EECS500 Spring 2014 Distinguished Lecture (CANCELLED)

Tandy Warnow
New HMM-based methods for Ultra-large Alignment and Phylogeny Estimation
The University of Texas at Austin
White Bldg., Room 411
11:30am - 12:30pm
March 6, 2014

Multiple sequence alignment of datasets containing many thousands of sequences is a challenging problem with applications in phylogeny estimation, protein structure and function prediction, taxon identification of metagenomic data, etc. However, few methods can analyze large datasets, and none have been shown to have good accuracy on datasets with more than about 10,000 sequences, especially if the sequence datasets have evolved with high rates
of evolution.

In this talk, I will present a new method to obtain highly accurate estimations of large-scale multiple sequence alignments and phylogenies.  The basic idea is to use a family of Hidden Markov Models (HMMs) to represent a "seed alignment", and then align all the remaining sequences to the seed alignment. Our method, UPP, returns very accurate alignments, and trees on these alignments are also very accurate - even on datasets with as many as 1,000,000 sequences. Furthermore, UPP is both fast and very scalable, so that the analysis of the 1-million taxon dataset took only 24 hours using 12 cores and small amounts of memory.  Finally, this "HMM Family" technique can also be used for other machine learning problems, including taxon identication of metagenomic data.

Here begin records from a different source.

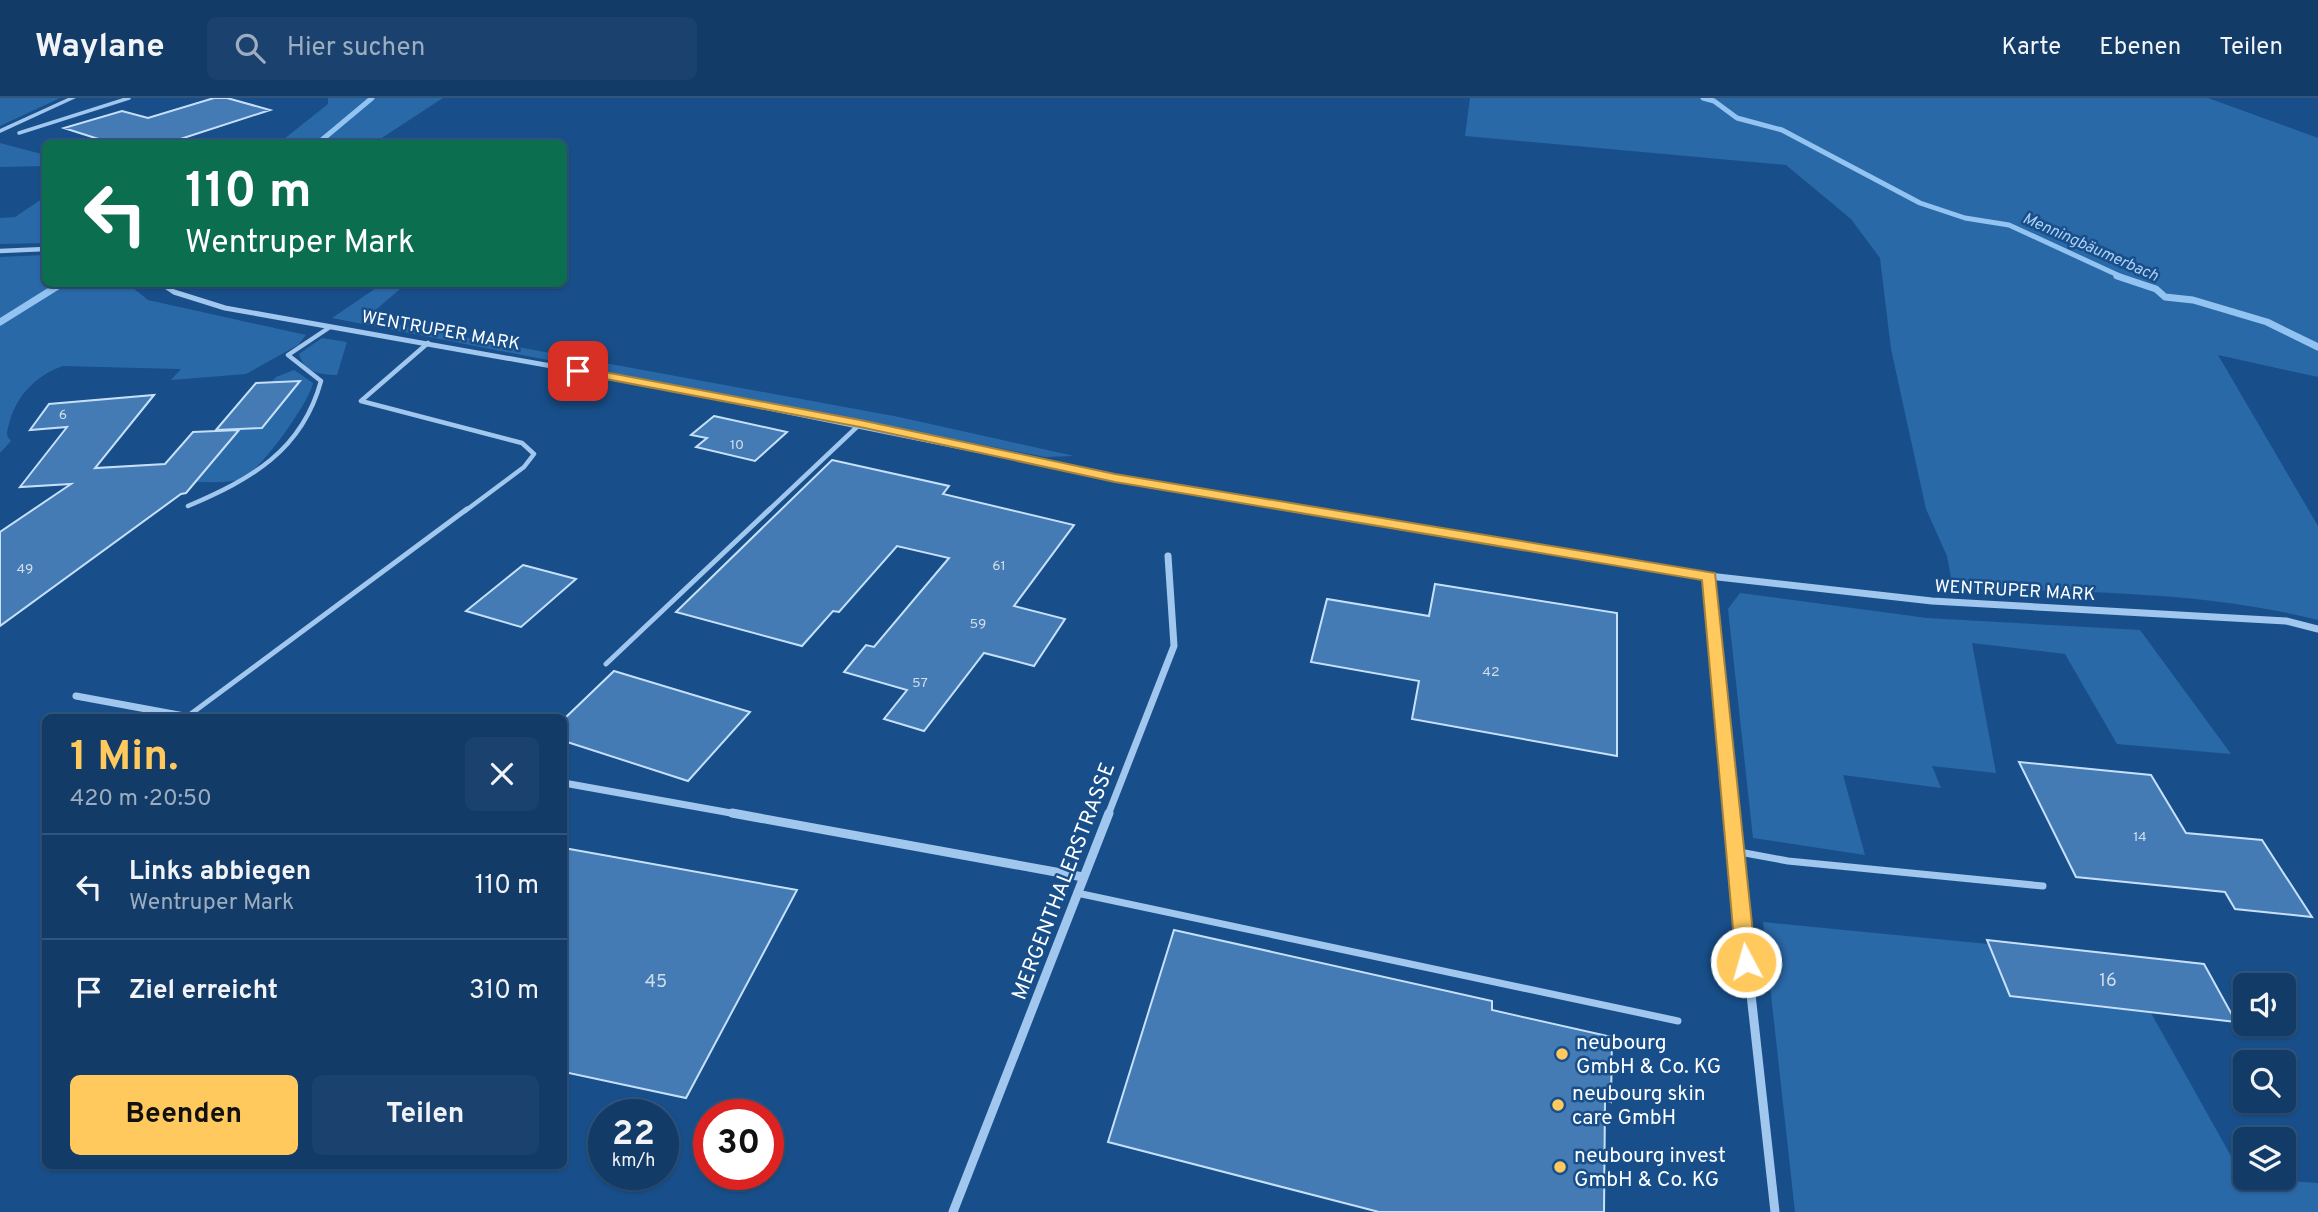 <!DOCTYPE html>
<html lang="de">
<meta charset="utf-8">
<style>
:root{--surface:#123b68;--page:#1b426e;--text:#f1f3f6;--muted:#9cadc0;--line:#31557c;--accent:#ffc95e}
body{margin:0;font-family:Overpass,sans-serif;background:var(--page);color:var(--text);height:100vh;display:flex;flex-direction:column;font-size:26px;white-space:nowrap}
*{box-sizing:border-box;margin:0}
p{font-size:23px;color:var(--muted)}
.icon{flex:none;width:38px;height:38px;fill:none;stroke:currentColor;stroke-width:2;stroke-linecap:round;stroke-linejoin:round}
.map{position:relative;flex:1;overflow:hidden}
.sheet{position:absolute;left:42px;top:616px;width:525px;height:455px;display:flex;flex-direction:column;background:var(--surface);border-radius:10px;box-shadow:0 2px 5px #0004,0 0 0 2px var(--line)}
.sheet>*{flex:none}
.hud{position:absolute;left:42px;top:42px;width:525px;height:147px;border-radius:10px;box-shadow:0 2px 5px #0004,0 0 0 2px var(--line);background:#0b6e4f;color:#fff;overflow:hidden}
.fabs{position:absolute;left:2233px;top:875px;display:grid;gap:14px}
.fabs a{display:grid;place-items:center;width:63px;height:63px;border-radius:10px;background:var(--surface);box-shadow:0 2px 5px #0004,0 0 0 2px var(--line);font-size:35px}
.speed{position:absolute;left:588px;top:1001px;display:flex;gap:14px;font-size:35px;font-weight:700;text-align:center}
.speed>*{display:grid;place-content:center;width:91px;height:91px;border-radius:50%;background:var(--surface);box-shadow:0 2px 5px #0004,0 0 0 2px var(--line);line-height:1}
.speed small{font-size:18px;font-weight:400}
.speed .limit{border:10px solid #d22;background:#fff;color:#111}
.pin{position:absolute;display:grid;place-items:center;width:60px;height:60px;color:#fff;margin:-30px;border-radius:14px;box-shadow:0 4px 10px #0006}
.me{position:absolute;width:77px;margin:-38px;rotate:354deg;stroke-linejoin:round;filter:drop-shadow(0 0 5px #0008)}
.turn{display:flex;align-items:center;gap:24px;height:147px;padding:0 28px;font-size:32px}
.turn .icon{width:91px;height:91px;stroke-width:2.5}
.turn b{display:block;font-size:49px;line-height:60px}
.round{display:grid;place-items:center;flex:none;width:74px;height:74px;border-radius:10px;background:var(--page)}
.summary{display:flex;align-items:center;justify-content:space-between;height:119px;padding:0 28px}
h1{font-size:42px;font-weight:700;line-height:52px;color:var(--accent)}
.action{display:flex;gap:14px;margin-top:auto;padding:14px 28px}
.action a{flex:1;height:80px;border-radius:10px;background:var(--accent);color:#111;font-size:28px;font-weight:700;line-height:80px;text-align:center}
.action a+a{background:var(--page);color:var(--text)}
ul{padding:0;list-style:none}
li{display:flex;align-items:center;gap:21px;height:105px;padding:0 28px;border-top:2px solid var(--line)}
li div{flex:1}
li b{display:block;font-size:26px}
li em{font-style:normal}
header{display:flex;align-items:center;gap:42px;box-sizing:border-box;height:98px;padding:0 35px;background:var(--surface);border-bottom:2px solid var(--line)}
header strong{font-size:33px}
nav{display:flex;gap:38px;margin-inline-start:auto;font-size:24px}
.search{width:490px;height:63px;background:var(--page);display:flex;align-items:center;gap:18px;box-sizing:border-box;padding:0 24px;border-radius:10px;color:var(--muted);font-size:26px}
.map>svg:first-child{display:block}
.green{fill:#2a69a8}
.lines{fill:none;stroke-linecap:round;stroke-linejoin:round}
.stream-far1{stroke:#93c3f0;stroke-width:5}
.stream{stroke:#93c3f0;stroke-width:7}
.building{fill:#447bb4;stroke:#c7e0fa;stroke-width:2}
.service-far3{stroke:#a1c7ee;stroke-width:3.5}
.service-far2{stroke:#a1c7ee;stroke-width:4.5}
.service-far1{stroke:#a1c7ee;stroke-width:5}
.service{stroke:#a1c7ee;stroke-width:7}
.minor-far3{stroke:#a1c7ee;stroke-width:4.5}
.minor-far2{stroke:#a1c7ee;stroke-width:5}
.minor-far1{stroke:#a1c7ee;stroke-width:7}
.minor{stroke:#a1c7ee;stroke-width:9}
.tertiary{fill:#a1c7ee;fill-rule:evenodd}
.route{fill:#ffc95e;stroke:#a6833d;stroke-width:2}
.poi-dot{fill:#ffc95e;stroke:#184f8a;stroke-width:2.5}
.labels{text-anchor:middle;stroke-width:5;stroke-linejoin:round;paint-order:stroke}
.number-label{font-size:14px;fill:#d0deec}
.far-water-label{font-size:16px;font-style:italic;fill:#acd1f5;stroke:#184f8a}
.street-label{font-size:18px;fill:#fff;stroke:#184f8a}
.near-number-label{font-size:18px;fill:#d0deec}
.near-street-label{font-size:21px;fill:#fff;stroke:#184f8a}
.near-poi-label{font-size:21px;fill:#fff;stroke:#184f8a;text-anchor:start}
</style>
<header>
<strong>Waylane</strong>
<div class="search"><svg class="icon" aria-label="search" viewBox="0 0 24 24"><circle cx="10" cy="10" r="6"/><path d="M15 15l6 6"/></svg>Hier suchen</div>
<nav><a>Karte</a><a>Ebenen</a><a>Teilen</a></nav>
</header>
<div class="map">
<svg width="2318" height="1114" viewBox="0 0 2318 1114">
<rect width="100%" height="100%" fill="#184f8a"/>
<!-- green -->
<path class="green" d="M0,0H60L0,28Z
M328,0H443L374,45H279L328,6Z
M1470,0H2208L2318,40V279L2218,257L2318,428V522C2200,492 2074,494 1953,490L1947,458L1926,411L1891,251L1880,160L1851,121L1786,67L1465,38Z
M0,45L45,57V68L0,69Z
M45,99V145L0,146V120L15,119Z
M45,157L46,186H128L148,202L306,237L298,247L246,276L171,282L181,271L63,268C37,277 18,296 10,322C8,331 4,337 11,343L0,355V159Z
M382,186H406L365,221L899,319L1074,358L1045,359L332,220Z
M322,240L347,244L337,277C320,277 304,274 299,256Z
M294,272L313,285C309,305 258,377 239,382C225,385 209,384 195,384L239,331L263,330L300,283L271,284L276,279Z
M1740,495L1927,520L2140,532L2231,656L2117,646L2065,556L1972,545L1996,675L1932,668L1941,690L1843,677L1865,757L1753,740L1728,511Z
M1763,824L1988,846L2010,899L2151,915L2241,1076L2245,1080L2318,1085V1114H1795Z"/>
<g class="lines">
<!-- stream-far1 -->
<path class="stream-far1" d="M1703,0L1714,3L1737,20L1782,32L1920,105L1965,120L2009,127L2122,179
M317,46L372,0"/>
<!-- stream -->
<path class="stream" d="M2117,178L2156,191L2165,199L2193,202L2267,224L2318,249
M0,224L61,186"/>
</g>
<!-- building -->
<path class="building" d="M214,0H227L270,12L165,46H114L64,30L122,13L148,20Z
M300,283L262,330L216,332L256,285Z
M154,297L95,370L165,366L193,334L239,332L186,395L181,396L0,528V434L71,386L20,389L67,329L30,332L49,306Z
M714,318L787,334L755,363L696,349L707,340L691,337Z
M832,362L949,388L943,396L1074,427L1014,508L1065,521L1034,568L984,555L924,633L884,621L907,592L844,574L866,547L874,549L949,460L897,448L839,514L833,513L802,548L676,514Z
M523,467L576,481L521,529L466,513Z
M1435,486L1617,515V658L1412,621L1419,583L1311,564L1327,501L1429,518Z
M614,573L750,614L688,683L564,643V621Z
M2019,664L2151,677L2186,735L2262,742L2312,819L2235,811L2225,794L2076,779Z
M564,750L797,792L686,1000L564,974Z
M1174,832L1492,903V912L1612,939L1611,1004L1605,1002L1604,1114H1379L1108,1044Z
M1987,842L2204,866L2236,924L2010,898Z"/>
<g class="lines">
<!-- service-far3 -->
<path class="service-far3" d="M19,35L129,0"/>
<!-- service-far2 -->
<path class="service-far2" d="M428,245L361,303L522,345L534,356L524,369L465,413
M188,408C251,381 302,353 321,283L288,257L330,229
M768,413L860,326"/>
<!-- service-far1 -->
<path class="service-far1" d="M606,566L770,411
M188,618L467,411"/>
<!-- service -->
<path class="service" d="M1734,753L1788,763L2043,788
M1077,795L1678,923"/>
<!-- minor-far3 -->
<path class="minor-far3" d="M0,153L46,151"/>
<!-- minor-far2 -->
<path class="minor-far2" d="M162,186L174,194L225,210L630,282L1115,380L1313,413"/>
<!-- minor-far1 -->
<path class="minor-far1" d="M1302,411L1709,478L1731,717
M1709,478L1932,503L2286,523L2318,531
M76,598L195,620
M564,685L742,717
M1108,717L1174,548L1168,458"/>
<!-- minor -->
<path class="minor" d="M732,715L1083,779
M1731,715L1775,1114
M953,1114L1109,715"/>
<!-- tertiary -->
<path class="tertiary" d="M68,0H76L0,35V31Z"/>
</g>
<!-- route -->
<path class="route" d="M578,269L860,322L1115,376L1715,475L1756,864L1753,870L1746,873L1739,870L1736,864L1702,482L1115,384L860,329L574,275L572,273Z"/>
<!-- markers -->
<g class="poi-dot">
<circle cx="1562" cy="956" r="7"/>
<circle cx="1558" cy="1007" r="7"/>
<circle cx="1560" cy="1069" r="7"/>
</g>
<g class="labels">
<!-- number labels -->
<g class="number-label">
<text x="63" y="321">6</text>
<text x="737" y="351">10</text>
<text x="999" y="472">61</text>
<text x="25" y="475">49</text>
<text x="978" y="530">59</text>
<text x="1491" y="578">42</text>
<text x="920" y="589">57</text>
<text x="2140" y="743">14</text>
</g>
<!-- far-water labels -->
<g class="far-water-label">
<text transform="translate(2091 148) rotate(24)" y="6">Menningbäumerbach</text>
</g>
<!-- street labels -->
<g class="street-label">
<text transform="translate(441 232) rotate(10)" y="6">WENTRUPER MARK</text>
<text transform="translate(2015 492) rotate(3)" y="6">WENTRUPER MARK</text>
</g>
<!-- near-number labels -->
<g class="near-number-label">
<text x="2108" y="888">16</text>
<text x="656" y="889">45</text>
</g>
<!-- near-street labels -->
<g class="near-street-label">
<text transform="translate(1063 783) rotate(-69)" y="7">MERGENTHALERSTRASSE</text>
</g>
<!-- near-poi labels -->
<g class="near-poi-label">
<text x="1576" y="951">neubourg<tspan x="1576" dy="24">GmbH &amp; Co. KG</tspan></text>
<text x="1572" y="1002">neubourg skin<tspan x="1572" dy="24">care GmbH</tspan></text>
<text x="1574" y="1064">neubourg invest<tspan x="1574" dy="24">GmbH &amp; Co. KG</tspan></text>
</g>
</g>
</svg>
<div class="fabs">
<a><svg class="icon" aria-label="sound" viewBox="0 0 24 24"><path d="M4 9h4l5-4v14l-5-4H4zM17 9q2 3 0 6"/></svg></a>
<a><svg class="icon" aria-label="search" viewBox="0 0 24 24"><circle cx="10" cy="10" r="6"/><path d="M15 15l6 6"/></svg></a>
<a><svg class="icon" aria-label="layers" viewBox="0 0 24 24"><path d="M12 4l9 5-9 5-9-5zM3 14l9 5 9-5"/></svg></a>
</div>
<div class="speed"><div>22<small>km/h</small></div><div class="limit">30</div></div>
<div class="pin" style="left:578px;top:273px;background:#d93025"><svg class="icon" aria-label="arrive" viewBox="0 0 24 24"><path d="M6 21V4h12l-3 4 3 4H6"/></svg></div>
<svg class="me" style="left:1746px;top:864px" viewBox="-20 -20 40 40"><circle r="17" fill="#ffc95e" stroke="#fff" stroke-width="3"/><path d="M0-11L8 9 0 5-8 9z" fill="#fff"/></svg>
<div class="hud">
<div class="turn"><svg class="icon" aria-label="left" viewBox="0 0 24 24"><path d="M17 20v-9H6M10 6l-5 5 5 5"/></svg><div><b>110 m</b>Wentruper Mark</div></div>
</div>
<section class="sheet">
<div class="summary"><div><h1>1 Min.</h1><p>420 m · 20:50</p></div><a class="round"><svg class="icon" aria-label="close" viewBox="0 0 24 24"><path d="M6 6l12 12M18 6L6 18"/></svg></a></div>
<ul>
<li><svg class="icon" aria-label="left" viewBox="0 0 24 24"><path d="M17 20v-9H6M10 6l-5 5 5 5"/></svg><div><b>Links abbiegen</b><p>Wentruper Mark</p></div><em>110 m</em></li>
<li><svg class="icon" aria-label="arrive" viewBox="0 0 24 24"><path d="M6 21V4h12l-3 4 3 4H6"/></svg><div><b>Ziel erreicht</b></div><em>310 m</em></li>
</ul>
<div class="action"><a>Beenden</a><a>Teilen</a></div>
</section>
</div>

Tandy Warnow is the David Bruton Jr. Centennial Professor of Computer Sciences at the University of Texas at Austin.  Her research combines mathematics, computer science, and statistics to develop improved models and algorithms for reconstructing complex and large-scale evolutionary histories in biology and historical linguistics.  Tandy received her PhD in Mathematics at UC Berkeley under the direction of Gene Lawler, and did postdoctoral training with Simon Tavare and Michael Waterman at USC.  Her awards include the NSF Young Investigator Award (1994), the David and Lucile Packard Foundation Award (1996), a Radcliffe Institute Fellowship (2006), and a Guggenheim Fellowship (2011).  She served as the Chair of the BDMA Study Section at NIH (2010-2012), and was the lead program director for BIG DATA at NSF (2012-2013).